- AWS has managed to enforce MFA for 100% of root users
- Achievement is a great advance for the AWS cloud platform
- More important security ads were made in Re: Inforce
Amazon Web Services (AWS) says that it has managed to obtain 100% of root users to enforce multifactor authentication in all types of accounts.
The news represents a significant milestone in the security position, and AWS fully fulfills its past commitment to enforce MFA for management and independent accounts with access to the root.
The Director of Information Security, Amy Herzog, made the announcement of milestones at the company’s AWS conference: Inforce Conference, stating: “I am very happy to say that we now have 100 percent of MFA application for roots users.”
AWS continues voluntary commitments
As I achieve on its own, this is important, but what makes it even more impressive is that the MFA Root User account mile is part of AWS volunteer commitments with the design initiative of the Cybernetics and Infrastructure Security Agency (CISA).
Multifactor authentication has become a key part of the safety structure of most organizations, offering a phishing verification method resistant to phishing that can stop an attacker on their tracks, even if they have their hands in a stolen username and password.
However, this was not the only significant security announcement made in Re: Inforce, since AWS also announced a new significant feature that has been added to the identity management and platform access center.

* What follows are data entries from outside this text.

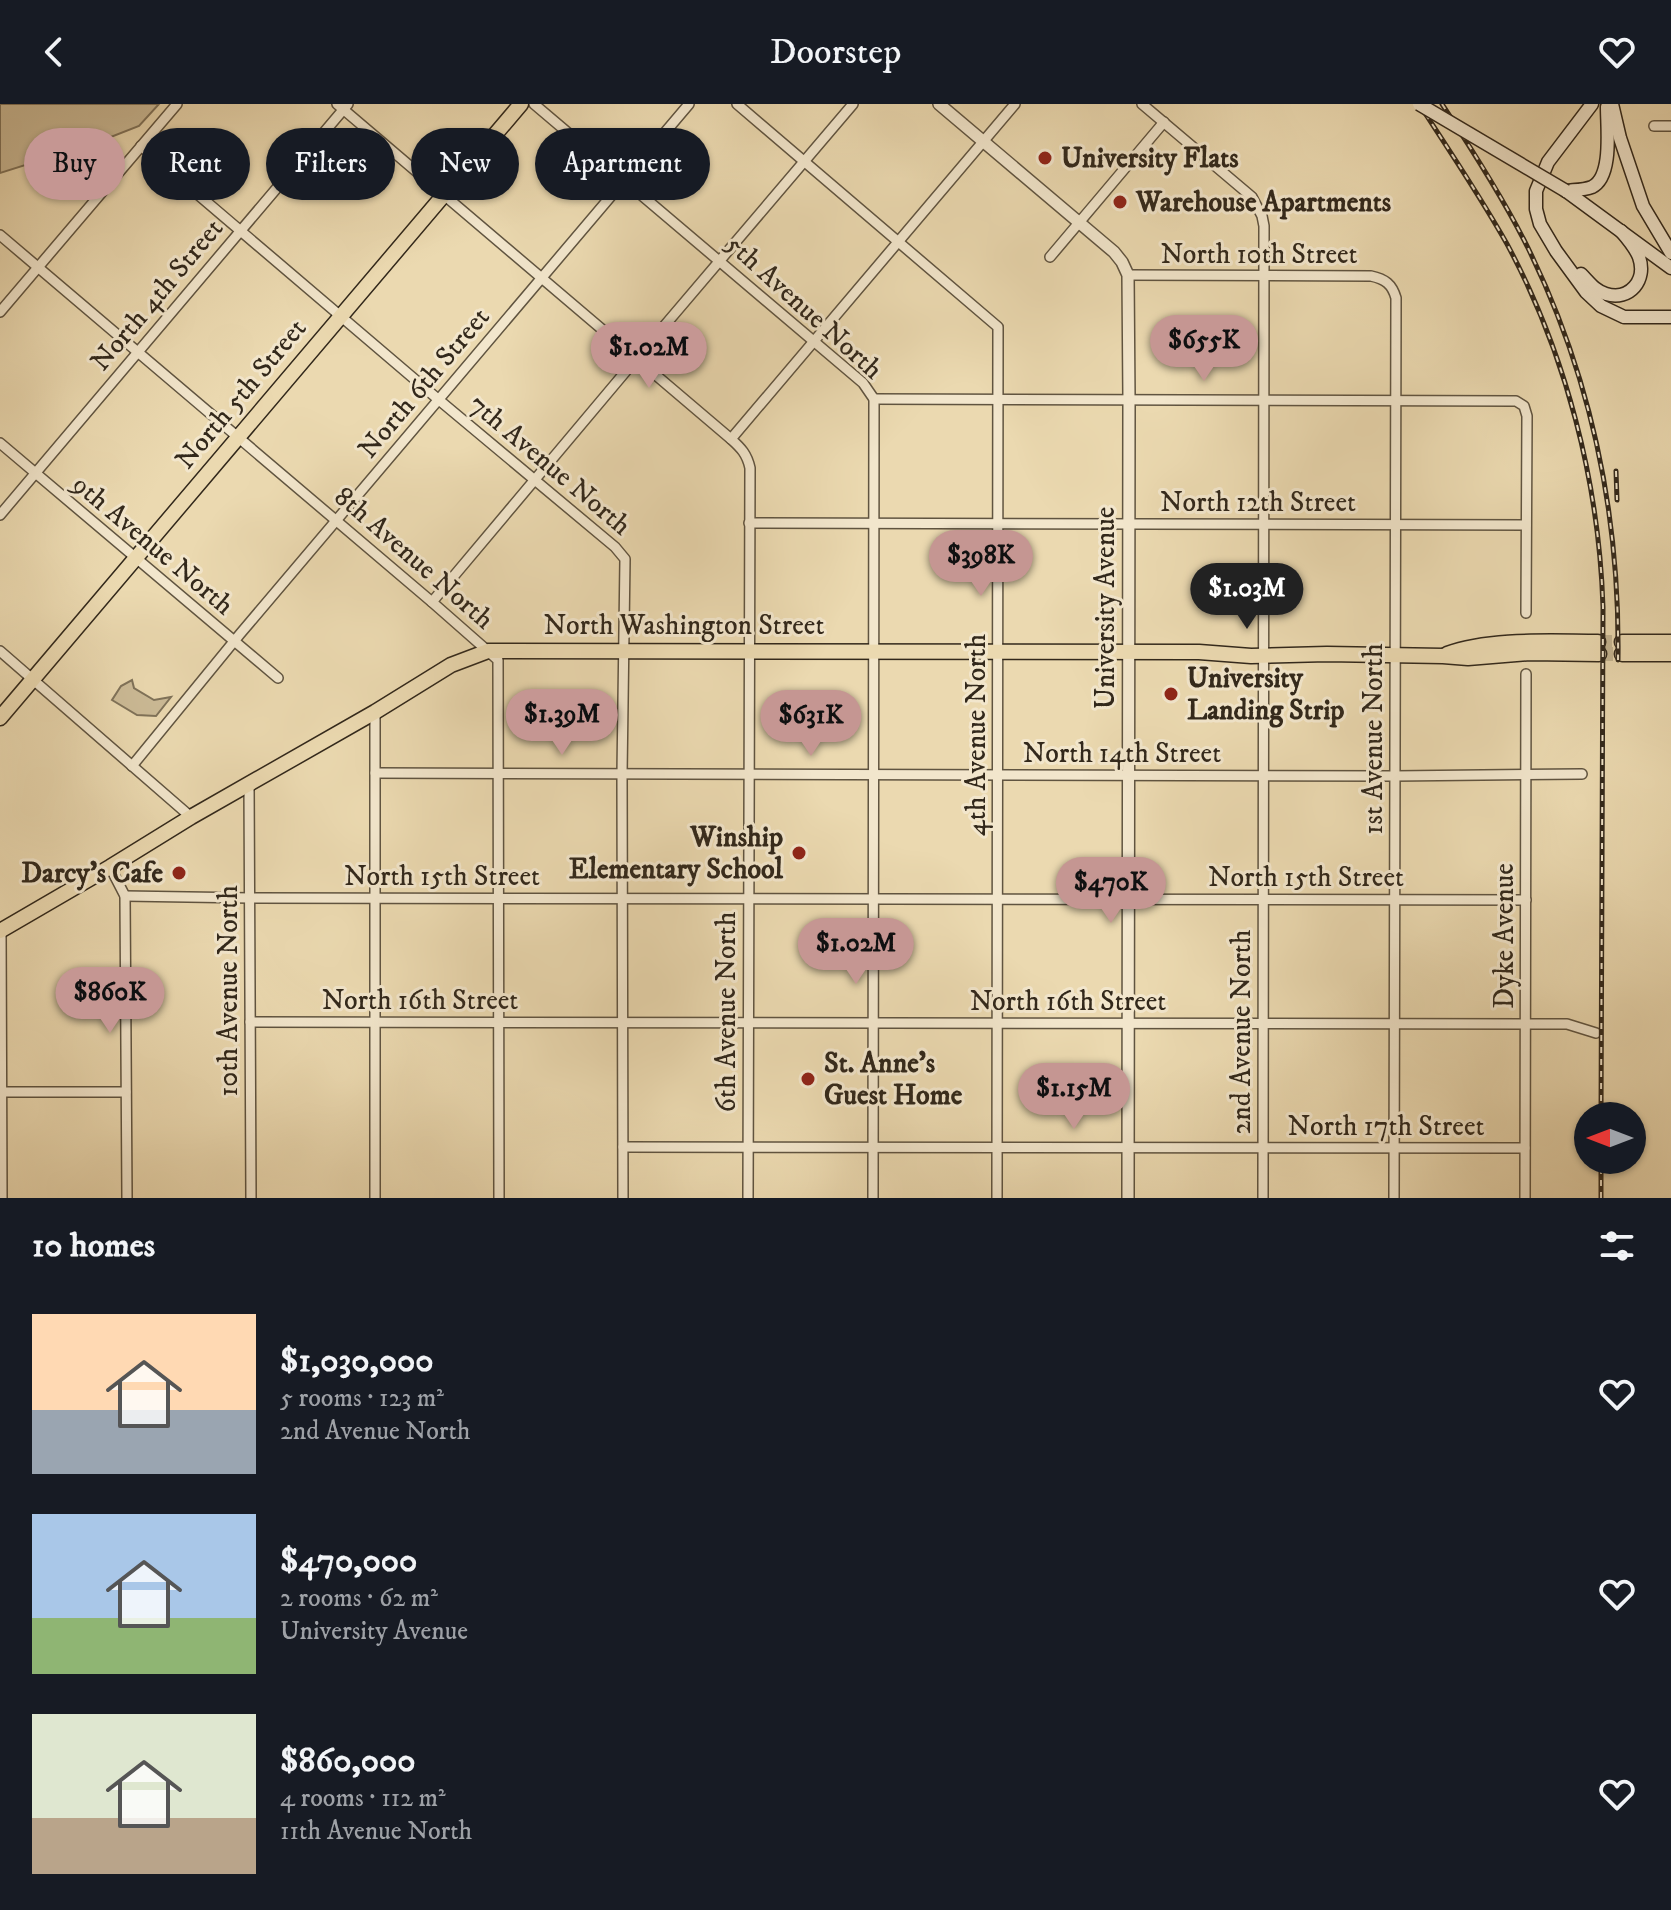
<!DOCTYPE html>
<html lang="en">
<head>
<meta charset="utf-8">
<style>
  body { margin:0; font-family:"IM FELL DW Pica",serif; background:#20242c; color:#f1f3f6; height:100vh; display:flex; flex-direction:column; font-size:30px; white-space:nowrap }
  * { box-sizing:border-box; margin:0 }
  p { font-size:26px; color:#9ea1a6 }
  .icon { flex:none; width:44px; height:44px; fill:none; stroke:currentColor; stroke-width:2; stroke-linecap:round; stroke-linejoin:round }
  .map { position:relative; height:1094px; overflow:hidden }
  .sheet { display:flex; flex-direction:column; background:#171b24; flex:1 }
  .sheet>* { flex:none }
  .banner { position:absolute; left:24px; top:24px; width:800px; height:72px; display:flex; gap:16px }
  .needle { width:52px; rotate:270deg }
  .tools { position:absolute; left:1574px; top:998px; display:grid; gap:16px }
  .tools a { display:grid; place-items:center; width:72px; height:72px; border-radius:50%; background:#171b24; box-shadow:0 2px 6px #0004; font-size:40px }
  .price { position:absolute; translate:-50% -68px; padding:0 18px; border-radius:28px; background:#c59692; color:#111; font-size:26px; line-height:52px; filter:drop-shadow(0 2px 4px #0008) }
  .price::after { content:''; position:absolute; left:50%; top:48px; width:24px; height:18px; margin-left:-12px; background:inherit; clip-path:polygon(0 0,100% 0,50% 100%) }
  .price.current { background:#222; color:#fff }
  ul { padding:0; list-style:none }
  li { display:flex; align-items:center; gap:24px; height:200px; padding:0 32px }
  li span { display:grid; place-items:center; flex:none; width:224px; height:160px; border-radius:0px; color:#555 }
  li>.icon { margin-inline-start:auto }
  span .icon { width:96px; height:96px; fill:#fffc; stroke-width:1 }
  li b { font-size:34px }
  h2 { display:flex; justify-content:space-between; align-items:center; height:96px; padding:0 32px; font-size:34px }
  .chip { padding:0 28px; border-radius:36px; background:#171b24; box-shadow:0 2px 6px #0004; font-size:28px; line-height:72px }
  .chip.current { background:#c59692; color:#111 }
  header { display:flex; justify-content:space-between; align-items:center; height:104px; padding:0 32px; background:#171b24; font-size:36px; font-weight:600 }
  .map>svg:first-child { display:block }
  .green { fill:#ccbb97; stroke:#7f7259; stroke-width:2 }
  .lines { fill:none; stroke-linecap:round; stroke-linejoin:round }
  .primary-tunnel { stroke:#c6b692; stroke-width:14; stroke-dasharray:14 7; stroke-linecap:butt }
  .minor-casing { stroke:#605440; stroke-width:12 }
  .tertiary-casing { stroke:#605440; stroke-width:14 }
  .secondary-casing { stroke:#32281b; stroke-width:15 }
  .primary-casing { stroke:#32281b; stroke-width:17 }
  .minor { stroke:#f2e6cc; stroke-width:9 }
  .tertiary { stroke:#f2e6cc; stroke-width:11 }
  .secondary { stroke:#f2e6cc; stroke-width:12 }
  .primary { stroke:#ebd9b0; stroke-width:14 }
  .rail-casing { stroke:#32281b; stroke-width:5 }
  .rail { stroke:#f2e6cc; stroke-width:2; stroke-dasharray:6; stroke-linecap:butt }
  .secondary-bridge-casing { stroke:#32281b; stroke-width:15; stroke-linecap:butt }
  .secondary-bridge { stroke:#f2e6cc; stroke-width:12 }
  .poi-dot { fill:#8f2418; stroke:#f2e6cc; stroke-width:3 }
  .labels { text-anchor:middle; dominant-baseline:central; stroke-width:6; stroke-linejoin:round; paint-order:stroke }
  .poi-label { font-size:28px; font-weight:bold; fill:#32281b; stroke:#f2e6cc; text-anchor:start }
  .street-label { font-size:28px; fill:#32281b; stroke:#f2e6cc }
</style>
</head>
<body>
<header><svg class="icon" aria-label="back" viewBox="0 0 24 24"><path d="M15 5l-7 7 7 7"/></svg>Doorstep<svg class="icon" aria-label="heart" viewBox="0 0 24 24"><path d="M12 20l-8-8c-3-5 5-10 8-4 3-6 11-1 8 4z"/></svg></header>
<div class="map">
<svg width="1671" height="1094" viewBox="0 0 1671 1094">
  <rect width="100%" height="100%" fill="#ebd9b0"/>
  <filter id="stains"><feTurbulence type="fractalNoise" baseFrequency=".0025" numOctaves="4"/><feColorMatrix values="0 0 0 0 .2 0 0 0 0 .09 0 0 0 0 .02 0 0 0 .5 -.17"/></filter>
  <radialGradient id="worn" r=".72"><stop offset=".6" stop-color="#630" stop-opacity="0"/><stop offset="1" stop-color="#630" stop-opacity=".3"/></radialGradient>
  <g class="green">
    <path d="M0 0H159L139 22 98 38 0 69Z"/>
    <path d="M132 576 134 584 154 596 171 593 156 612 137 611 112 596 121 582Z"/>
  </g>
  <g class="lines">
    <g class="primary-tunnel">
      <path d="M1598 538H1622"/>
      <path d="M1599 550H1622"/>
    </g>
    <defs>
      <g id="minor">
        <path d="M337 0 731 335C741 344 747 350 750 364L748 1094"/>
        <path d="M534 0 863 279 874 295 873 1094"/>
        <path d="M737 0 998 223 997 1094"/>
        <path d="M1142 0 1252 93 1262 112 1264 122 1263 1094"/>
        <path d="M1654 22H1671"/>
        <path d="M141 42 439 296 615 443 625 455 622 670 623 1094"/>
        <path d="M0 131 432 498 498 556 499 1094"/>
        <path d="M1050 153 1164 18"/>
        <path d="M1128 171 1371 172C1385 175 1392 180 1396 194L1394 1094"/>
        <path d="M0 208 177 0"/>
        <path d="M874 295 1516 297 1524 302 1527 312 1526 509"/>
        <path d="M731 335 1015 0"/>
        <path d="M0 339 278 574"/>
        <path d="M0 411 348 0"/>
        <path d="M749 419 1526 421"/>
        <path d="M432 498 637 254 853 0"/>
        <path d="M0 547 191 713"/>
        <path d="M132 662 240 530 689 0"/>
        <path d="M375 669 1395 672 1582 670"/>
        <path d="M249 680 251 1094"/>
        <path d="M110 763 125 792 127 1094"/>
        <path d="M125 792 250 794 1526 796"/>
        <path d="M1 826 2 1094"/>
        <path d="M250 918 1567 920 1596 929"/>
        <path d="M0 988H126"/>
        <path d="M623 1043 1525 1044"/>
        <path d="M375 1094V608"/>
        <path d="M1525 1094 1526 570"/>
      </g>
      <path id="tertiary" d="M939 0 1114 148 1122 158 1128 171 1129 296 1128 1094"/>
      <g id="secondary">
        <path d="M1592 0 1548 58 1536 87V105L1540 120 1556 147 1586 188 1601 202 1624 213H1671"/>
        <path d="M1612 0 1620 34 1643 102 1671 149"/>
        <path d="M1566 87 1671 164"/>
        <path d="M1566 87C1574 86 1584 86 1592 83 1613 73 1607 24 1607 3"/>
        <path d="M1581 170C1589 178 1595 187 1606 190 1630 197 1647 176 1639 153 1635 143 1628 135 1621 127"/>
      </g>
      <g id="primary">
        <path d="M1622 538H1671"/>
        <path d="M1447 550C1491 534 1551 538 1598 538"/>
        <path d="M1622 550H1671"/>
        <path d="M0 614 521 0"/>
        <path d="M0 827 110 763 191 713 375 608 451 561 488 547 1199 548 1251 552 1327 550 1443 552 1468 554 1530 549 1599 550"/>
      </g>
    </defs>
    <use href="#minor" class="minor-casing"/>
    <use href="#tertiary" class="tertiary-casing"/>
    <use href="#secondary" class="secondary-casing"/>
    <use href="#primary" class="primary-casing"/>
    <use href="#minor" class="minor"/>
    <use href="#tertiary" class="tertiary"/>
    <use href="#secondary" class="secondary"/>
    <use href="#primary" class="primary"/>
    <defs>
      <g id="rail">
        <path d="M1419 0C1449 46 1480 92 1507 140 1566 250 1599 378 1603 503L1601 1012"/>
        <path d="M1442 0C1471 44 1500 89 1524 136 1590 267 1620 410 1618 556"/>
        <path d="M1616 367 1617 396"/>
        <path d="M1601 1094V1056"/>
      </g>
    </defs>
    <use href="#rail" class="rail-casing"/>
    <use href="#rail" class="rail"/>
    <defs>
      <path id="secondary-bridge" d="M1419 0 1566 87"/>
    </defs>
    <use href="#secondary-bridge" class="secondary-bridge-casing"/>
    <use href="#secondary-bridge" class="secondary-bridge"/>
  </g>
  <g class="poi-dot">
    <circle cx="1045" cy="54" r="8"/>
    <circle cx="1120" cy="98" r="8"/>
    <circle cx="1171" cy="590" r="8"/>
    <circle cx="799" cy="749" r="8"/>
    <circle cx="179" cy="769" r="8"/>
    <circle cx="808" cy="975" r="8"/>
  </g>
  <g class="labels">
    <g class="poi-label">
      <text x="1061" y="54">University Flats</text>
      <text x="1136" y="98">Warehouse Apartments</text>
      <text x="1187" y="574">University<tspan x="1187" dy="32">Landing Strip</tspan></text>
      <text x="783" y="733" text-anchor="end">Winship<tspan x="783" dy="32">Elementary School</tspan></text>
      <text x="163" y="769" text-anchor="end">Darcy’s Cafe</text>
      <text x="824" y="959">St. Anne's<tspan x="824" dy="32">Guest Home</tspan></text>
    </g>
    <g class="street-label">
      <text x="1259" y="150">North 10th Street</text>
      <text transform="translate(157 191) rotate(-50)">North 4th Street</text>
      <text transform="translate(804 203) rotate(42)">5th Avenue North</text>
      <text transform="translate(424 279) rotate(-50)">North 6th Street</text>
      <text transform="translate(241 290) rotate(-50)">North 5th Street</text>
      <text transform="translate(550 361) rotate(40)">7th Avenue North</text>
      <text x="1258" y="398">North 12th Street</text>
      <text transform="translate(153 441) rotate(40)">9th Avenue North</text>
      <text transform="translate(414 454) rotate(41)">8th Avenue North</text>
      <text transform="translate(1105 504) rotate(-90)">University Avenue</text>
      <text x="684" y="521">North Washington Street</text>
      <text transform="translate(976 631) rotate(-90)">4th Avenue North</text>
      <text transform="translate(1373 635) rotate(-90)">1st Avenue North</text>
      <text x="1122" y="649">North 14th Street</text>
      <text x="442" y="772">North 15th Street</text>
      <text x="1306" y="773">North 15th Street</text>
      <text transform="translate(1504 832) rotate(-90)">Dyke Avenue</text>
      <text transform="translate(228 887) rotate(-90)">10th Avenue North</text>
      <text x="420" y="896">North 16th Street</text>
      <text x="1068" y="897">North 16th Street</text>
      <text transform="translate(726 908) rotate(-90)">6th Avenue North</text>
      <text transform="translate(1241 928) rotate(-90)">2nd Avenue North</text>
      <text x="1386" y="1022">North 17th Street</text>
    </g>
  </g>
  <rect width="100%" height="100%" filter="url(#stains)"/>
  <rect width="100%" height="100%" fill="url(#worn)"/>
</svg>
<div class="tools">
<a><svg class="needle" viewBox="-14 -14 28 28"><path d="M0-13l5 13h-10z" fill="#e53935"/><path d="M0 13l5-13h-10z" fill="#9ea1a6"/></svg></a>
</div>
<b class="price" style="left:1204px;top:279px">$655K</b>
<b class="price" style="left:649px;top:286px">$1.02M</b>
<b class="price" style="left:981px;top:494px">$398K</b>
<b class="price current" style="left:1247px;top:527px">$1.03M</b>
<b class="price" style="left:562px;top:653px">$1.39M</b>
<b class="price" style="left:811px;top:654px">$631K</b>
<b class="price" style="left:1111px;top:821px">$470K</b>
<b class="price" style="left:856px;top:882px">$1.02M</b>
<b class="price" style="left:110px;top:931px">$860K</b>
<b class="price" style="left:1074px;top:1027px">$1.15M</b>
<div class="banner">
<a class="chip current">Buy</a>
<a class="chip">Rent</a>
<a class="chip">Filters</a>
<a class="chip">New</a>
<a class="chip">Apartment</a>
</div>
</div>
<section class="sheet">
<h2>10 homes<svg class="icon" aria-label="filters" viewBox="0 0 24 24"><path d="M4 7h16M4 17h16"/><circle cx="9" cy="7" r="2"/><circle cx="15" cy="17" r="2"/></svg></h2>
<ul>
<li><span style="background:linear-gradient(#ffd9b3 60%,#9aa5b1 0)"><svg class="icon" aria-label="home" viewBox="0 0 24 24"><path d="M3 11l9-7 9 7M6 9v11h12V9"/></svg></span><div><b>$1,030,000</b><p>5 rooms · 123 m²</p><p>2nd Avenue North</p></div><svg class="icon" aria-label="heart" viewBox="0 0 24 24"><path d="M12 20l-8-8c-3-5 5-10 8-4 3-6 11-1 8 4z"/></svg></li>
<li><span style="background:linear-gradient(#a9c7e8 65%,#8fb573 0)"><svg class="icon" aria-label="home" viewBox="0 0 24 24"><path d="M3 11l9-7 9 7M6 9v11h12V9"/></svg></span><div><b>$470,000</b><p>2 rooms · 62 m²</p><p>University Avenue</p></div><svg class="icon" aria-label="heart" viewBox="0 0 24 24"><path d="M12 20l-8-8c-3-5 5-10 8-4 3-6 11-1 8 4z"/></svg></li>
<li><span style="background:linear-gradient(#dfe7d0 65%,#b9a48a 0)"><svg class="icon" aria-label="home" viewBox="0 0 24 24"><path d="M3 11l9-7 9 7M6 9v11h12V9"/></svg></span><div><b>$860,000</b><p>4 rooms · 112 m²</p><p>11th Avenue North</p></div><svg class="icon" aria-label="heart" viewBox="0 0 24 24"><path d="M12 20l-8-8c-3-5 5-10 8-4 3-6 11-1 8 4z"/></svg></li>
</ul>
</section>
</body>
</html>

Within the access analyzer, you can now verify which users have access to critical resources on a central board.
The AWS Security Center now offers notifications and signals classified by its importance to help security equipment first with the most pressing problems.
“For example, Security Hub can combine the threats of several stages detected by the detection of extended threats of Guardduty with other signals such as vulnerabilities, and prioritize critical security problems and help him simplify his general cloud security operations throughout his organization,” said Herzog.
In addition, the detection of extended threats of Guardduty now offers support for container -based applications that are executed in the Amazon Elastic Kubernetic Service.
AWS SHIELD has also been promoted with a new network safety director who seeks erroneous settings on the network that could be exploited during a distributed attack of SQL service denial or injection.